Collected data
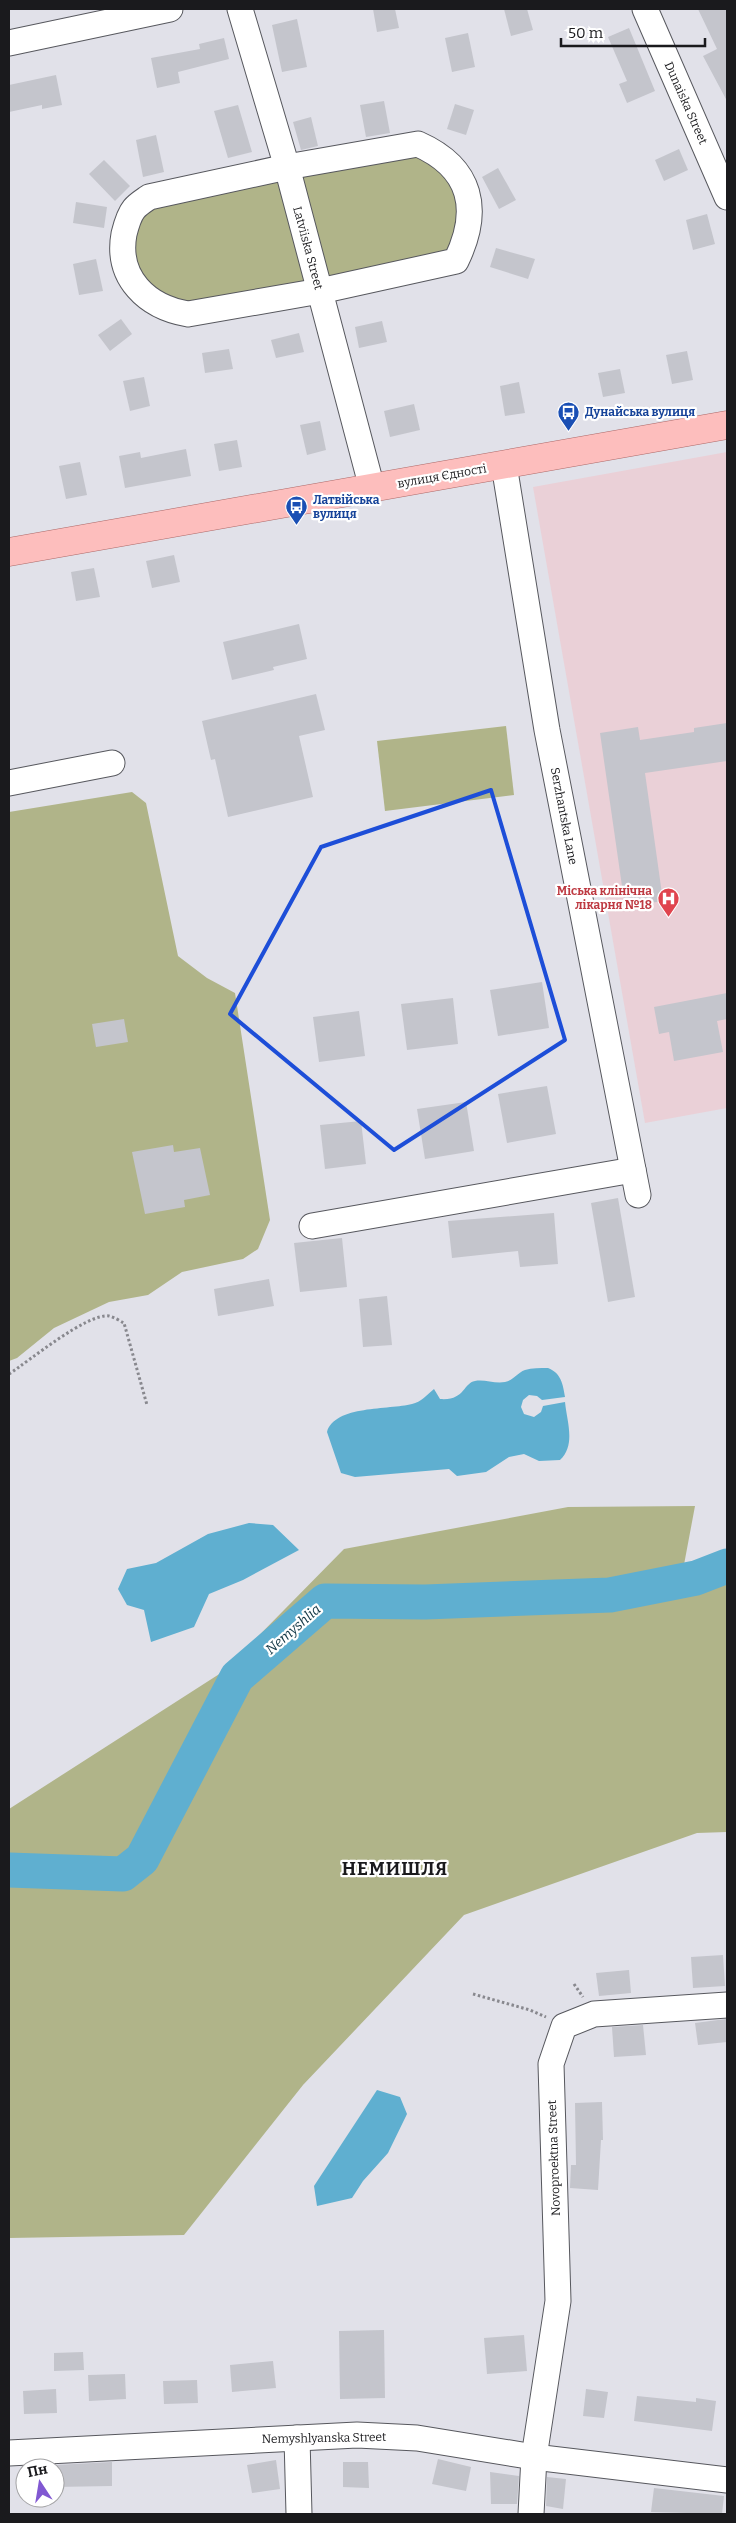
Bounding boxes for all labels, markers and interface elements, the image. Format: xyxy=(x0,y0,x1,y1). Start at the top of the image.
scale bar xyxy=(561,15,705,47)
text: 50 m xyxy=(568,24,604,42)
street label: Dunaiska Street xyxy=(662,60,711,147)
street label: Latviiska Street xyxy=(290,205,326,292)
bus stop icon: Дунайська вулиця xyxy=(557,400,581,431)
place label: Дунайська вулиця xyxy=(585,405,695,419)
street label: вулиця Єдності xyxy=(396,461,488,491)
place label: Латвійська вулиця xyxy=(313,493,380,521)
bus stop icon: Латвійська вулиця xyxy=(285,495,309,526)
street label: Serzhantska Lane xyxy=(548,766,580,866)
place label: Міська клінічна лікарня №18 xyxy=(557,884,652,912)
hospital icon: Міська клінічна лікарня №18 xyxy=(656,886,680,917)
water label: Nemyshlia xyxy=(262,1601,324,1658)
district label: НЕМИШЛЯ xyxy=(342,1858,448,1880)
street label: Novoproektna Street xyxy=(545,2099,563,2216)
street label: Nemyshlyanska Street xyxy=(261,2430,387,2446)
north arrow xyxy=(15,2458,65,2508)
text: Пн xyxy=(26,2460,49,2481)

> DESCRIPTION OF THE TASK
Each line of the data above must be repeated exactly, images excluded.

> OUTPUT OF THE EXERCISE
Bounding boxes for all labels, markers and interface elements, the image. Format: xyxy=(x0,y0,x1,y1). Start at the top of the image.
scale bar xyxy=(561,15,705,47)
text: 50 m xyxy=(568,24,604,42)
street label: Dunaiska Street xyxy=(662,60,711,147)
street label: Latviiska Street xyxy=(290,205,326,292)
bus stop icon: Дунайська вулиця xyxy=(557,400,581,431)
place label: Дунайська вулиця xyxy=(585,405,695,419)
street label: вулиця Єдності xyxy=(396,461,488,491)
place label: Латвійська вулиця xyxy=(313,493,380,521)
bus stop icon: Латвійська вулиця xyxy=(285,495,309,526)
street label: Serzhantska Lane xyxy=(548,766,580,866)
place label: Міська клінічна лікарня №18 xyxy=(557,884,652,912)
hospital icon: Міська клінічна лікарня №18 xyxy=(656,886,680,917)
water label: Nemyshlia xyxy=(262,1601,324,1658)
district label: НЕМИШЛЯ xyxy=(342,1858,448,1880)
street label: Novoproektna Street xyxy=(545,2099,563,2216)
street label: Nemyshlyanska Street xyxy=(261,2430,387,2446)
north arrow xyxy=(15,2458,65,2508)
text: Пн xyxy=(26,2460,49,2481)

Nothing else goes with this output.